There. It’s just that easy.

Reckless abandon gives you permission to do whatever you need to make your story work. If that’s taking the afternoon off to read something juicy and fun, or having lunch with your friends, or going shopping, do it. If that’s editing the previous day’s work, do it. If that’s acknowledging you need to make a huge career move so you can write what you love, do it.

Do what you need to make your world work.

And then, you return to the page the next day, refreshed and ready.

Too many of us torture ourselves into a finished manuscript. That’s crazy. We’re writers. We have the best job in the world. And that has nothing to do with being able to work in your pajamas.

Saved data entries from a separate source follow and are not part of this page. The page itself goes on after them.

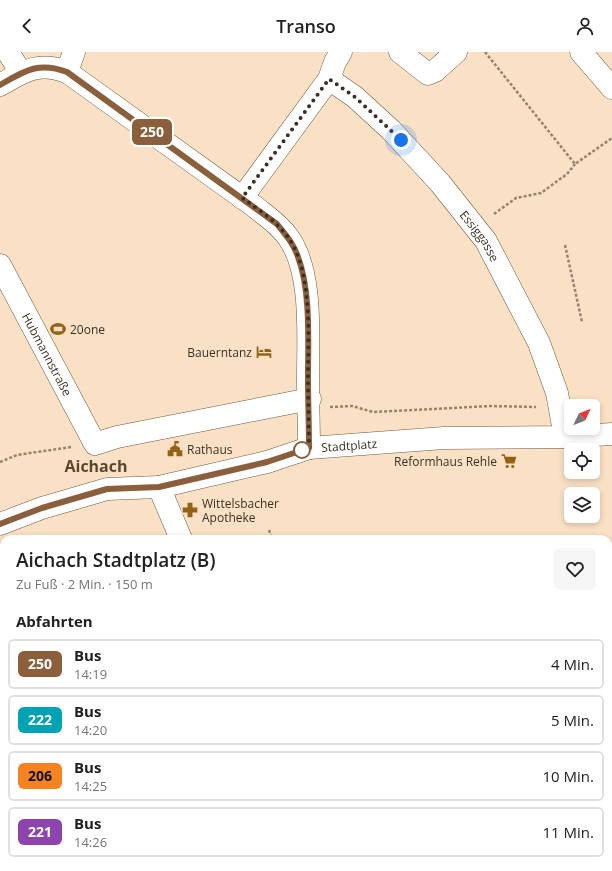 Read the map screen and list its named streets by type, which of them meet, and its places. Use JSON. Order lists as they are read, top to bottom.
{
  "streets": {
    "street": ["Essiggasse", "Hubmannstraße", "Stadtplatz"]
  },
  "crossings": [
    ["Essiggasse", "Stadtplatz"]
  ],
  "districts": ["Aichach"],
  "places": {
    "sports": ["20one"],
    "hotel": ["Bauerntanz"],
    "public building": ["Rathaus"],
    "supermarket": ["Reformhaus Rehle"],
    "pharmacy": ["Wittelsbacher Apotheke"]
  },
  "lines": ["bus line 250"],
  "north": "top right",
  "page": {
    "header": "Transo",
    "on_map": "250",
    "heading": [
      ["Aichach Stadtplatz (B)", "Zu Fuß · 2 Min. · 150 m"],
      "Abfahrten"
    ],
    "list": [
      {
        "mark": "250",
        "name": "Bus",
        "note": "14:19",
        "value": "4 Min."
      },
      {
        "mark": "222",
        "name": "Bus",
        "note": "14:20",
        "value": "5 Min."
      },
      {
        "mark": "206",
        "name": "Bus",
        "note": "14:25",
        "value": "10 Min."
      },
      {
        "mark": "221",
        "name": "Bus",
        "note": "14:26",
        "value": "11 Min."
      }
    ]
  }
}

OK, maybe it has a little to do with that.

In all seriousness, I see too many writers who are holding their hands in the flames, cringing and crying and hurting themselves to get their work done. There are ways to have a career in this industry that don't include self-flagellation.

When I start a manuscript, it’s hell. Though I’ve done it (eighteen) times now, each time it’s the same. I forget how to write a book. The first ten thousand words are like digging fossils from rocks. They’re clunky, and shallow, and purple, and the metaphors stink. They sound like a third grader with her mommy’s thesaurus, stringing together consonants into nonsense.

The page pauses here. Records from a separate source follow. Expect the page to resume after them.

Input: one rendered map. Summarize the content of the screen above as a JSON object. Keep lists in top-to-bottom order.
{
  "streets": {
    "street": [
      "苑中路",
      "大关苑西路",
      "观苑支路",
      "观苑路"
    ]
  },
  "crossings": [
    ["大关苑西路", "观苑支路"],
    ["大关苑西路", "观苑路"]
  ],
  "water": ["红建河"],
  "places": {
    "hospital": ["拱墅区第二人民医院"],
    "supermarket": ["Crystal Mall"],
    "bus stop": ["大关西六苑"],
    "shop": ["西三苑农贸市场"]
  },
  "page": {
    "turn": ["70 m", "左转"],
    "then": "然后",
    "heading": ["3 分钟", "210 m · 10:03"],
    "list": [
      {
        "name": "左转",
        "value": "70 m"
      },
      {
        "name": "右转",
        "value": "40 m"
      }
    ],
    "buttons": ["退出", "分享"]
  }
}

But I grit my teeth and know that if I come to the page every day, day in and day out, by some miracle, I will have a finished draft in X number of days. And once there’s a draft, and words to edit, I can do anything.

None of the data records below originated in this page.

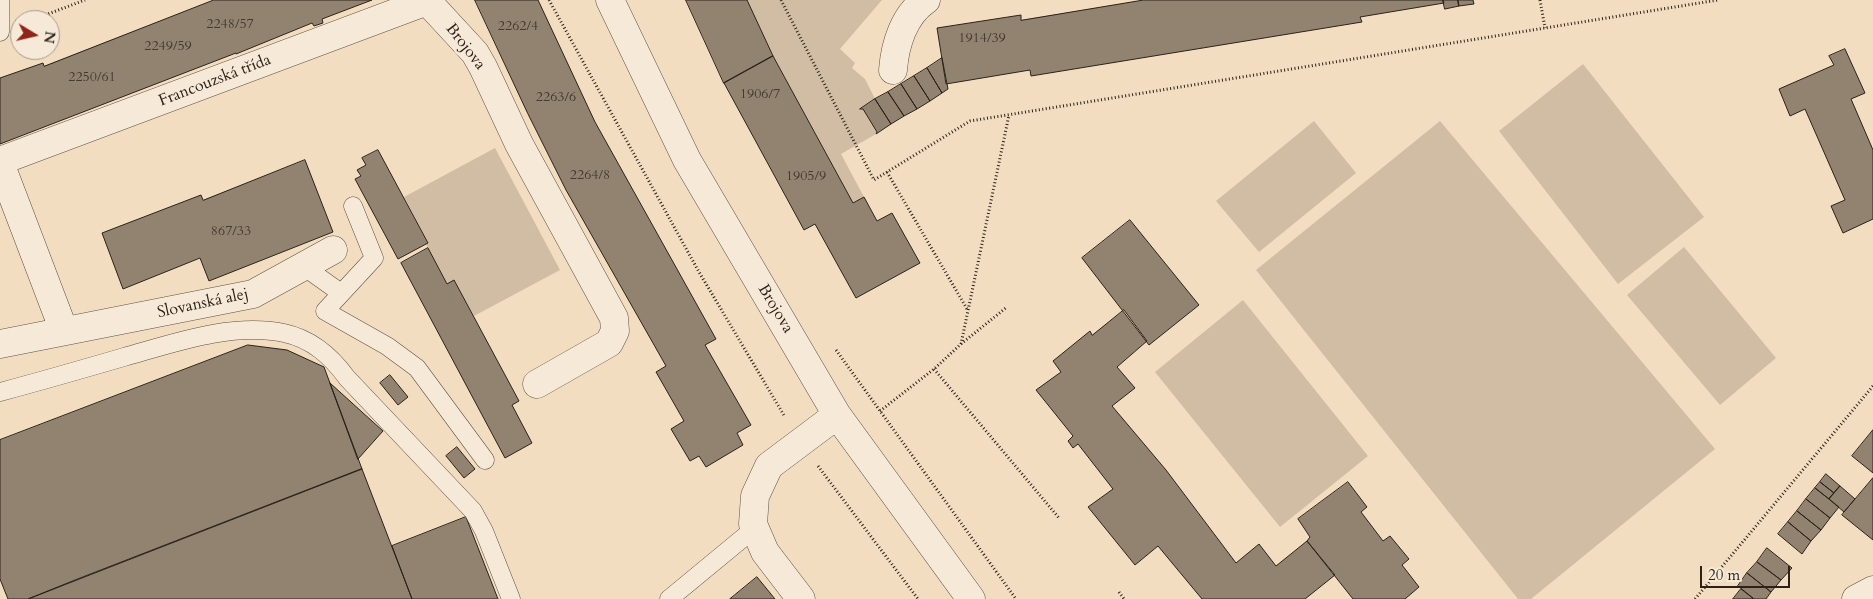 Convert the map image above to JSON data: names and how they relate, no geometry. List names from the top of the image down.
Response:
{
  "streets": {
    "street": ["Brojova", "Francouzská třída", "Slovanská alej"]
  },
  "crossings": [
    ["Brojova", "Francouzská třída"]
  ],
  "house_numbers": [
    "2248/57",
    "2262/4",
    "1914/39",
    "2249/59",
    "2250/61",
    "1906/7",
    "2263/6",
    "2264/8",
    "1905/9",
    "867/33"
  ],
  "scale_bar": "20 m",
  "north": "right"
} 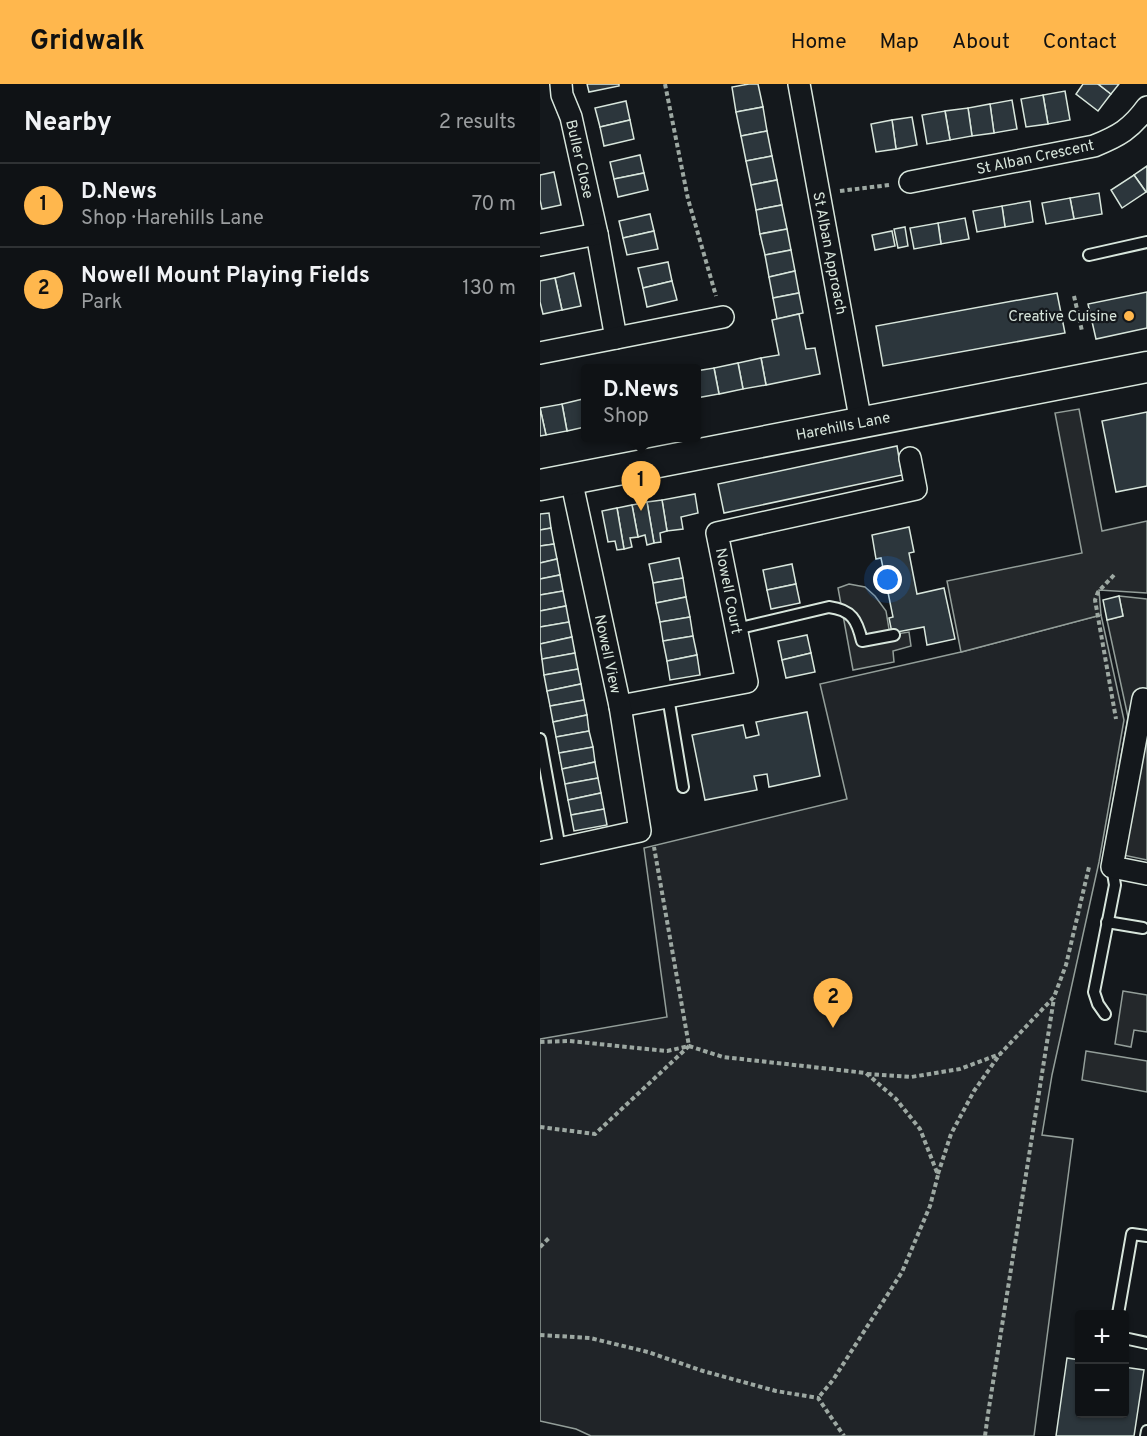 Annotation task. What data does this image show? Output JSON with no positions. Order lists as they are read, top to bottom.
{
  "streets": {
    "main road": ["Harehills Lane"],
    "street": [
      "St Alban Crescent",
      "Buller Close",
      "St Alban Approach",
      "Nowell Court",
      "Nowell View"
    ]
  },
  "crossings": [
    ["St Alban Approach", "Harehills Lane"],
    ["Harehills Lane", "Nowell View"],
    ["Nowell Court", "Nowell View"]
  ],
  "places": ["Creative Cuisine"],
  "page": {
    "header": "Gridwalk",
    "nav": [
      "Home",
      "Map",
      "About",
      "Contact"
    ],
    "heading": ["Nearby", "2 results"],
    "list": [
      {
        "mark": "1",
        "name": "D.News",
        "note": "Shop · Harehills Lane",
        "value": "70 m"
      },
      {
        "mark": "2",
        "name": "Nowell Mount Playing Fields",
        "note": "Park",
        "value": "130 m"
      }
    ],
    "popup": ["D.News", "Shop"],
    "pins": ["1", "2"],
    "map_buttons": ["+", "−"]
  }
}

You can’t edit what doesn’t exist. I can’t tell you how many writers fall into the trap of trying to make that first draft perfect. I fall into this trap myself, all the time. Then I remind myself how much I love revising and push on.

Take the pressure off yourself. Nothing will be perfect your first time through. It might be close, but I only know of two or three writers who actually turn in their work when they type The End. The vast majority edit.

You can edit your work into brilliance. You can’t edit a blank page.

Something else I’ve been noticing lately that upsets me is the self-deprecation of our writerly selves. We need to be humble, right? We need to be likable. It’s an artist thing, partially, but it’s also a lot easier to have 1000 or 10,000 or 50,000 friends now than it ever was before.

And pride’s a sin . . . 

It’s a conundrum. We want to be writers, capital W. We want to share with people that we’re writers. We want to sell a gazillion copies of our books and be lauded for our efforts. But we can’t sell ourselves, or brag about our good reviews, or tell people when we’re having a crappy writing day, without worrying about how it makes us look.

All that must go away. It’s about you, and the words. You and your story. That’s it.

We are our own worst enemies when it comes to taking ourselves seriously. We’re so good at finding ways to talk ourselves OUT of success.

The truth of the matter is this: no one will take you seriously if you don’t take yourself seriously.

Take yourself seriously, and your passion for your work will bleed through.

Reckless Abandon. It’s another term for boundless passion, isn’t it?

We talk around it, like our passion for writing is a bad thing. Or makes us a little unbalanced. But without passion, what else do we have? Passion — equals drive — equals success.

And some people don’t have it. I think the difference between the one-offs and the glory seekers and real writers is our unique brand of passion. For literature. For books and bookstores and readers. For creativity. For living on the soul-sucking edge of the pit of despair and dancing with fairies on the tips of the Himalayas — which is basically how we spend all of our days, teetering between the two. For the words, man. The words.

I’ve been on a Hemingway kick lately, and one thing you can NEVER accuse that man of is lacking passion. He lived for his words. They made his life bearable. Even through the alcohol and the women and wars and the eventual pain that chased him into the grave, the words were what made him complete, and tore him apart.

And he had a habit, a schedule. Done by twelve, drunk by three.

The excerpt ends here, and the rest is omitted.